The total office space take-up for 2021 was 197,914 sq ft, which is 47% below the five-year average and Aberdeen’s lowest level of occupational take-up since CBRE records began.  However, CBRE alone has in excess of 150,000 sq ft of transactions currently under offer that have slipped into 2022 so a strong start to this year’s take-up figure is expected.

The largest deal of both the quarter and 2021 overall was at the former Chevron House at the Hill of Rubislaw, where Ithaca Energy made the positive commitment to purchase its 96,357 sq ft office headquarters having originally intended to downsize in the building. Other notable deals for 2021 include MRS Training & Rescue taking 18,264 sq ft at Aberdeen Innovation Park, Mental Health Aberdeen taking 11,827 sq ft at Langstane House and HSE/The Met Office concluding on 11,237 sq ft at Aberdeen International Business Park in Q1.

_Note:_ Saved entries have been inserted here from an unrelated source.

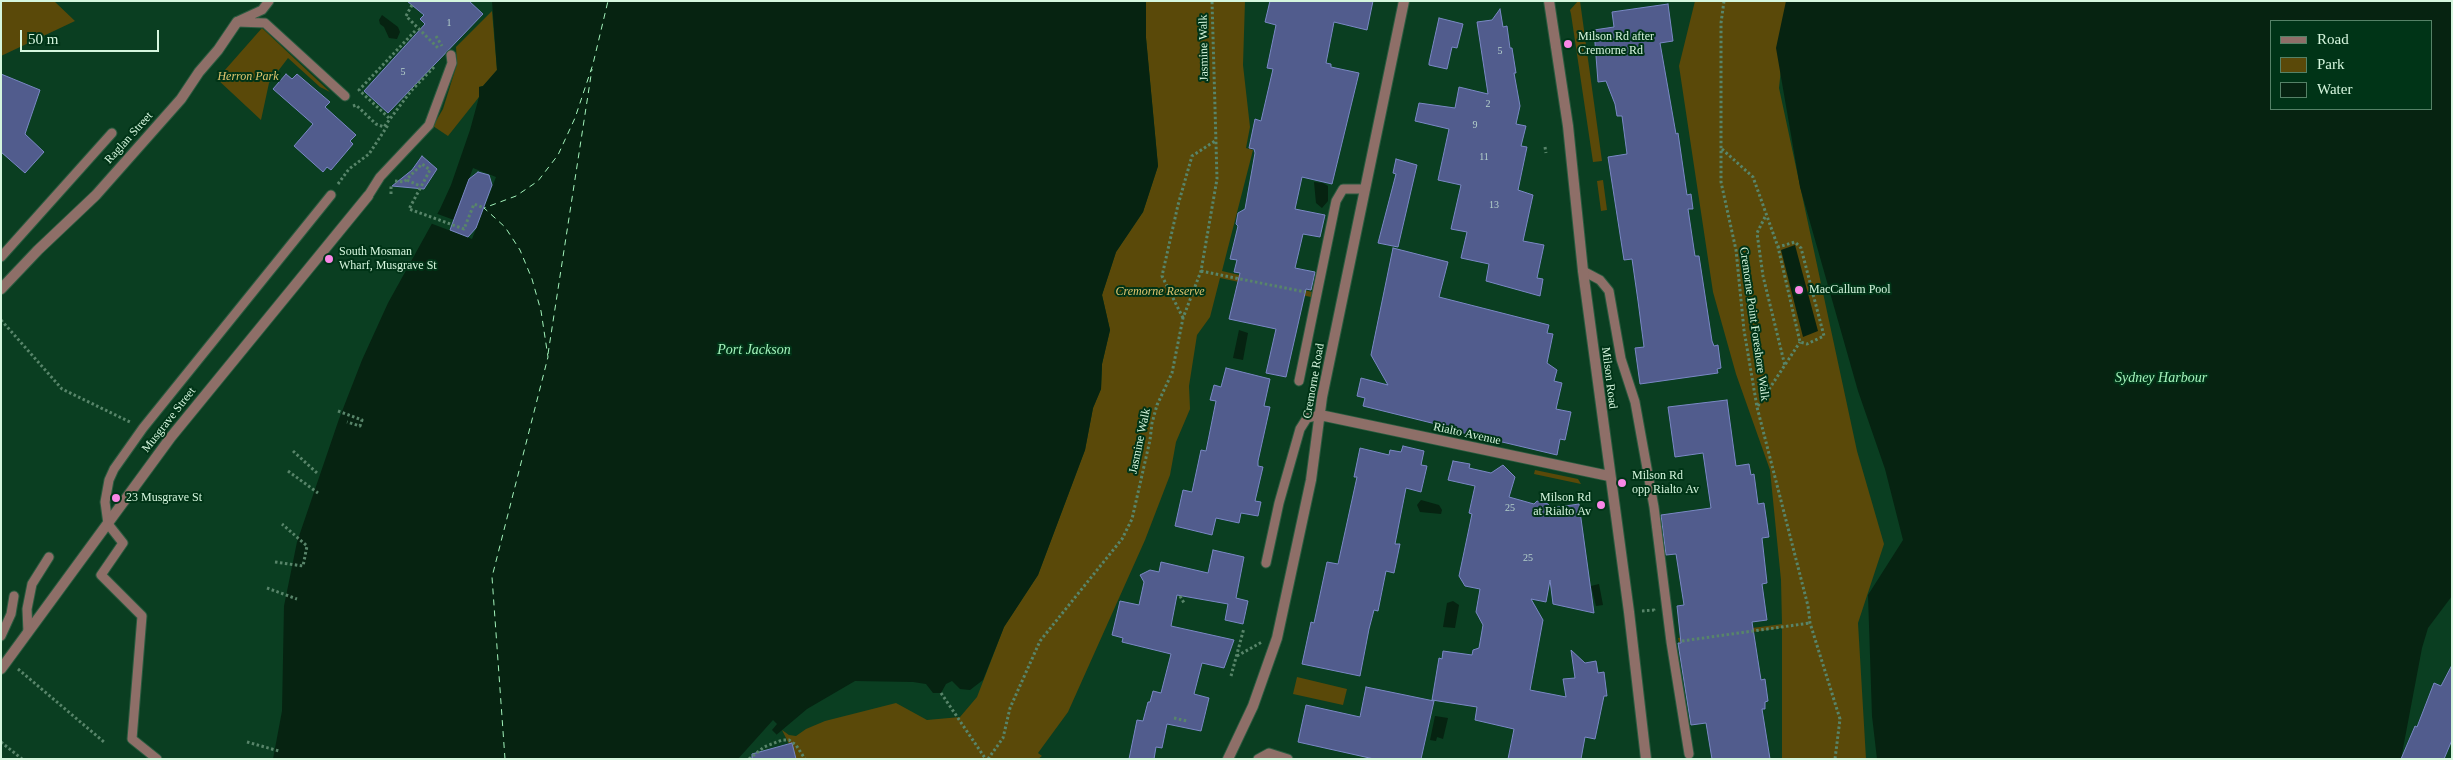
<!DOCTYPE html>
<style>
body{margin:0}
#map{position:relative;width:2453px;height:760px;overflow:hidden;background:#0a3e21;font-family:"Times New Roman",serif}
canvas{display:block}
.frame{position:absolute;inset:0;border:2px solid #d5f6de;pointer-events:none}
.legend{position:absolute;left:2270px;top:20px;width:162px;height:90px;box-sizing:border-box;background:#003417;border:1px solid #558267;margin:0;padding:6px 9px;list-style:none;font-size:15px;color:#d5f6de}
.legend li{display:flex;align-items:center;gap:10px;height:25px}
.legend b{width:25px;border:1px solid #558267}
.scale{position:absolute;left:20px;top:30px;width:139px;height:22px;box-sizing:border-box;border:2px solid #d5f6de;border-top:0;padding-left:6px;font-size:15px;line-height:18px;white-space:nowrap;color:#d5f6de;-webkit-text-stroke:4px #003417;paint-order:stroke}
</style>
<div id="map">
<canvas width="2453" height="760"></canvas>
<div class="frame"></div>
<ul class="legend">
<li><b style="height:6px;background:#8e6f68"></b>Road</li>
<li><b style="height:14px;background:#5a4909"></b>Park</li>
<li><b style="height:14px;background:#062311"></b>Water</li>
</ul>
<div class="scale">50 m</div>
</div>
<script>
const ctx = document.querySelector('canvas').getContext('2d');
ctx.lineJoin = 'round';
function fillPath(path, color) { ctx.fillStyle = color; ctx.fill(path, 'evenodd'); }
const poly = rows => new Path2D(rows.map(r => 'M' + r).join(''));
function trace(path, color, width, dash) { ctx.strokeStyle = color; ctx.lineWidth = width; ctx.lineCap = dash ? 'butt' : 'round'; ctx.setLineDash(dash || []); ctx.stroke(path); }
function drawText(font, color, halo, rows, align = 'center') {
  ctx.font = font + ' "Times New Roman",serif'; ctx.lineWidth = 4; ctx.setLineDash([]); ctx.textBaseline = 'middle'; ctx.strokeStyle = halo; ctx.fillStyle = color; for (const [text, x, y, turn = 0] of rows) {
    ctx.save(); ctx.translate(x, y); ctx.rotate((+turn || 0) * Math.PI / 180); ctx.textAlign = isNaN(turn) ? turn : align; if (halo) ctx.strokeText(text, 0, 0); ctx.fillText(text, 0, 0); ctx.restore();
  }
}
const green = poly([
 [1,1,54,1,75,21,1,56],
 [1146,1,1245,1,1243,65,1250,127,1246,148,1253,150,1222,271,1312,292,1311,297,1220,278,1210,317,1197,335,1189,386,1190,409,1176,442,1170,475,1145,540,1068,712,1038,753,1042,756,1038,759,796,759,792,744,789,744,782,730,789,735,796,736,806,729,825,721,896,703,927,720,960,717,977,697,1004,627,1038,575,1085,450,1093,408,1101,389,1102,364,1110,330,1102,295,1116,252,1143,212,1158,166,1146,38],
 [1578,1,1580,1,1602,161,1593,162,1571,14,1570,10],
 [1695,1,1788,1,1779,88,1857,451,1884,544,1858,623,1866,759,1782,759,1782,628,1679,642,1678,638,1782,624,1781,580,1770,470,1736,374,1713,292,1679,66],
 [492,11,497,70,483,86,479,87,479,97,448,136,433,126,443,109,457,64,456,47],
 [262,28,330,92,320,87,288,58,269,83,261,120,217,79],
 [1603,180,1607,210,1601,211,1597,181],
 [1535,470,1578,479,1581,484,1534,474],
 [1297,677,1347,689,1343,705,1293,694]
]);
const water = poly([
 [492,1,1146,1,1146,38,1158,166,1143,212,1116,252,1102,295,1110,330,1102,364,1101,389,1093,408,1085,450,1038,575,1004,627,983,680,970,690,960,689,952,681,946,684,941,693,933,693,926,684,913,682,855,681,807,709,762,747,752,759,273,759,282,711,284,606,297,542,339,419,362,360,388,303,440,209,451,185,470,130,479,97,479,87,483,86,497,70],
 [1786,1,2452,1,2452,596,2428,628,2422,648,2401,759,1877,759,1872,716,1868,595,1903,540,1885,469,1858,391,1800,187,1776,48],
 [2272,21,2432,21,2432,109,2272,109],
 [382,15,398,27,400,32,397,39,389,38,384,27,380,24,379,20],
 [1314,182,1323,183,1328,186,1328,201,1322,208,1316,203],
 [1795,245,1818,331,1803,337,1781,250],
 [1239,330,1248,333,1243,360,1233,358],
 [1421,500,1439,505,1442,510,1441,514,1420,512,1417,505],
 [1599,584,1603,605,1596,606,1591,586],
 [1453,601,1459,605,1455,628,1443,627,1447,603],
 [1435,716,1448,718,1443,739,1437,737,1436,741,1430,740]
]);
const pier = poly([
 [473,168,496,177,472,239,430,223,435,213,454,220],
 [773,720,777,724,772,730,777,735,768,745,756,759,738,759]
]);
const ferry = poly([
 [548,354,592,69],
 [505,759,492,577,548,357,541,311,532,279,520,250,505,227,484,208,516,196,538,181,558,155,575,118,593,64,608,1]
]);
const building = poly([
 [407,1,469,1,483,14,388,113,364,91,425,24,420,19,424,15,407,1],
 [1270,1,1373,1,1367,30,1334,22,1326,63,1331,64,1331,67,1359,73,1332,184,1302,177,1295,209,1325,215,1320,237,1303,234,1295,268,1315,272,1311,290,1306,289,1286,377,1266,373,1276,329,1229,319,1240,273,1234,272,1237,260,1230,259,1238,226,1236,224,1238,213,1245,209,1255,153,1254,149,1249,148,1255,119,1261,121,1273,69,1267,68,1276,25,1265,22,1270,1],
 [1668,4,1673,41,1660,43,1676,134,1678,133,1687,195,1691,194,1693,209,1688,209,1695,256,1699,256,1712,341,1714,346,1718,345,1721,368,1717,369,1718,373,1640,384,1635,348,1644,347,1638,301,1632,259,1624,260,1608,157,1627,154,1622,116,1617,116,1615,104,1606,81,1598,82,1594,30,1614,27,1612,12,1668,4],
 [1500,9,1503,27,1507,26,1510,48,1512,48,1516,73,1514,73,1520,106,1516,124,1526,126,1521,146,1527,147,1518,190,1533,195,1523,241,1544,245,1537,278,1543,279,1540,296,1486,281,1489,264,1461,258,1467,232,1451,229,1461,185,1438,180,1449,129,1415,121,1419,103,1455,108,1459,87,1488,94,1477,22,1492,20,1500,9],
 [1439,18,1463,24,1457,48,1452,47,1447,69,1429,65,1429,63,1439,18],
 [1,74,40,90,25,134,44,152,25,173,1,152,1,74],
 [286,74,292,79,297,74,330,102,325,107,356,135,350,141,353,144,331,170,327,167,323,172,294,146,313,124,273,89,286,74],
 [422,156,437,169,424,189,392,186,412,170,422,156],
 [1396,159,1417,165,1398,247,1378,243,1396,174,1393,173,1396,159],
 [478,172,489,175,492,185,476,228,468,237,450,230,469,179,478,172],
 [1393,248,1448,262,1439,297,1549,325,1547,333,1553,334,1547,363,1557,370,1554,381,1562,383,1556,409,1571,412,1565,440,1560,439,1557,455,1460,432,1460,430,1363,406,1365,398,1357,396,1361,378,1388,385,1371,355,1393,248],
 [1226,368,1270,379,1264,406,1270,407,1258,461,1258,466,1263,467,1255,501,1261,502,1258,516,1241,513,1239,523,1216,518,1212,535,1175,526,1183,490,1192,492,1201,450,1206,451,1216,401,1210,400,1214,385,1221,387,1226,368],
 [1727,400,1736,466,1749,464,1751,475,1754,474,1758,504,1764,503,1769,537,1762,538,1767,583,1762,584,1767,620,1752,622,1761,680,1765,679,1768,701,1765,702,1765,709,1762,709,1770,759,1712,759,1706,723,1691,725,1678,643,1681,643,1677,606,1684,605,1676,554,1666,555,1661,515,1711,508,1703,453,1675,457,1668,407,1727,400],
 [1403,446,1424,451,1421,465,1427,466,1421,492,1406,488,1395,544,1400,544,1394,573,1386,571,1378,611,1374,610,1369,629,1360,676,1302,664,1311,622,1314,623,1327,562,1338,564,1357,477,1354,477,1360,448,1389,455,1390,450,1401,452,1403,446],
 [1453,461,1470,464,1469,468,1491,473,1503,465,1515,477,1509,497,1534,504,1537,501,1548,504,1551,508,1579,504,1594,613,1553,604,1550,580,1546,602,1531,599,1543,620,1530,690,1566,697,1563,679,1575,678,1571,650,1585,663,1596,661,1598,673,1604,672,1607,696,1604,696,1595,739,1585,737,1581,759,1508,759,1514,729,1475,720,1477,707,1432,700,1439,658,1442,659,1443,651,1472,655,1473,650,1479,648,1483,625,1476,612,1480,589,1465,586,1459,576,1472,514,1469,513,1475,486,1448,480,1453,461],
 [1213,550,1244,557,1236,598,1248,601,1243,624,1225,620,1228,604,1177,595,1171,626,1234,640,1224,668,1202,663,1194,694,1209,698,1201,731,1167,724,1162,748,1156,747,1154,759,1129,759,1137,720,1143,721,1148,702,1150,702,1153,691,1161,693,1171,654,1122,642,1123,638,1112,635,1120,601,1139,605,1144,582,1140,575,1150,570,1159,572,1161,562,1208,573,1213,550],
 [2452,665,2452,740,2444,759,2401,759,2415,726,2417,727,2434,683,2441,686,2452,665],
 [1366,687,1434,701,1421,759,1374,759,1298,742,1306,705,1360,717,1366,687],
 [792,743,796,759,752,759,752,754,792,743]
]);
const path = poly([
 [1724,1,1721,23,1721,182,1736,250,1744,330,1757,407,1808,606,1810,623,1840,719,1835,759],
 [412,5,406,16,439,49],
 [436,36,442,46],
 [353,106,356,105,376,124,384,127,411,91,435,66],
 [389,118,359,90,415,31],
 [1545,147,1546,153],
 [1722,149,1753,177,1778,247,1800,342,1807,344,1824,336,1801,248,1795,242,1778,247],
 [407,180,420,186],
 [395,181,404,182,422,164,430,170,409,209,464,229,474,204,484,208],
 [338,184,349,169,369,154,388,125],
 [391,194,391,185],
 [1765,217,1757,233,1763,276,1785,366],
 [1201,271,1305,292],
 [1183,318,1162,276,1178,205,1192,156,1215,141],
 [1,320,62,389,132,423],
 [1758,406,1800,342],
 [338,411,362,420,360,426,347,422],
 [293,451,317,473],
 [288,471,318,493],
 [275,562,303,566,307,546,282,524],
 [267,588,297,599],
 [1180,596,1184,603],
 [1642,611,1654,610,1654,612],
 [1682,641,1810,623],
 [1237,656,1262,642],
 [18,669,104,742],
 [1231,676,1244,628],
 [941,693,985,758],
 [1174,718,1187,721],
 [1,742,22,759],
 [247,742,279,751],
 [749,759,764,747,782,740,789,740,796,745,805,759],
 [988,759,1003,738,1010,708,1040,641,1122,539,1132,519,1150,440,1152,423,1157,405,1172,373,1183,318,1201,271,1217,179,1212,1]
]);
const service = poly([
 [238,21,262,10,269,1],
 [237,22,265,23,345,96],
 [368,196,380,177,429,125,452,63,451,55],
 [1,257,112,133],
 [1583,271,1600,280,1609,291,1621,359,1635,402,1654,507,1671,642,1689,754],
 [1299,381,1336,201,1343,189,1365,189],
 [1266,563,1279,503,1300,429,1307,418,1320,415],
 [28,632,27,609,32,584,49,557],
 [1,636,11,614,14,596],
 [157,759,132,739,142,616,101,575,123,543,108,524,105,502,109,480,114,469,143,428,331,195],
 [1258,759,1269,753,1288,759]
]);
const minor = poly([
 [1549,1,1568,126,1583,271,1629,612,1646,759],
 [1,289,38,250,96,195,181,99,199,72,218,50,237,22],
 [1320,415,1609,476],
 [1,669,171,437,368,196],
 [1228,759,1253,706,1277,638,1311,480,1322,397,1404,1]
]);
const markers = [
 [1568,44,5,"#fa87e7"],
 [329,259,5,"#fa87e7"],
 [1799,290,5,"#fa87e7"],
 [1622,483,5,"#fa87e7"],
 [116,498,5,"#fa87e7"],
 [1601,505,5,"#fa87e7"]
];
const numberNames = [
 ["1",449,23],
 ["5",1500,51],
 ["5",403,72],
 ["2",1488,104],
 ["9",1475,125],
 ["11",1484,157],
 ["13",1494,205],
 ["25",1510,508],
 ["25",1528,558]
];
const poiNames = [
 ["Milson Rd after",1578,37],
 ["Cremorne Rd",1578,51],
 ["South Mosman",339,252],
 ["Wharf, Musgrave St",339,266],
 ["MacCallum Pool",1809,290],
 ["Milson Rd",1632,476],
 ["opp Rialto Av",1632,490],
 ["23 Musgrave St",126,498],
 ["Milson Rd",1591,498,"right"],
 ["at Rialto Av",1591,512,"right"]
];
const streetNames = [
 ["Jasmine Walk",1204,48,-91],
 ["Raglan Street",129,138,-48],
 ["Cremorne Point Foreshore Walk",1754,324,82],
 ["Milson Road",1609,378,83],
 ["Cremorne Road",1314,381,-80],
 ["Musgrave Street",169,420,-52],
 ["Rialto Avenue",1467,434,12],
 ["Jasmine Walk",1140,441,-78]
];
const parkNames = [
 ["Herron Park",248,77],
 ["Cremorne Reserve",1160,292]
];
const waterNames = [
 ["Port Jackson",754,350],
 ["Sydney Harbour",2161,378]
];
fillPath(green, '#5a4909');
fillPath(water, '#062311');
fillPath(pier, '#0a3e21');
trace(ferry, '#a2f3bb', 1, [6, 5]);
fillPath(building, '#515c8d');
trace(building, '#7a88c5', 1);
trace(service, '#2a5b3f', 11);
trace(minor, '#2a5b3f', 12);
trace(path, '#58856a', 3, [2.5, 2.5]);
trace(service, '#8e6f68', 9);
trace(minor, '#8e6f68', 10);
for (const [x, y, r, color] of markers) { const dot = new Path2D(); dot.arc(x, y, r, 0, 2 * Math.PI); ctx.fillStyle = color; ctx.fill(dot); trace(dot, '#003417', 2); }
drawText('10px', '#b4d0ca', null, numberNames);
drawText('12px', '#d5f6de', '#003417', poiNames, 'left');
drawText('12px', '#d5f6de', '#003417', streetNames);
drawText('italic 12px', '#dfc56f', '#003417', parkNames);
drawText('italic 14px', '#a2f3bb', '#003417', waterNames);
</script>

Supply has continued to rise as the year draws to a close. There is currently 2.793m sq ft of available office space within Aberdeen, representing a total vacancy rate of 27.93%. Crucially however, Grade A space remains at a premium as new stock continues to prove popular with occupiers. There is currently only 491,527 sq ft of available Grade A space within the Granite City, representing a vacancy rate of 4.92%. 

Amy Tyler, Associate Director from CBRE in Aberdeen, said: “Whilst deal volumes and the space transacted are down across the year, there are still many reasons to remain optimistic about the office market in Aberdeen. There are signs that the city will soon enter its recovery phase as at present there is 300,000 sq ft in live requirements for office space in the city.”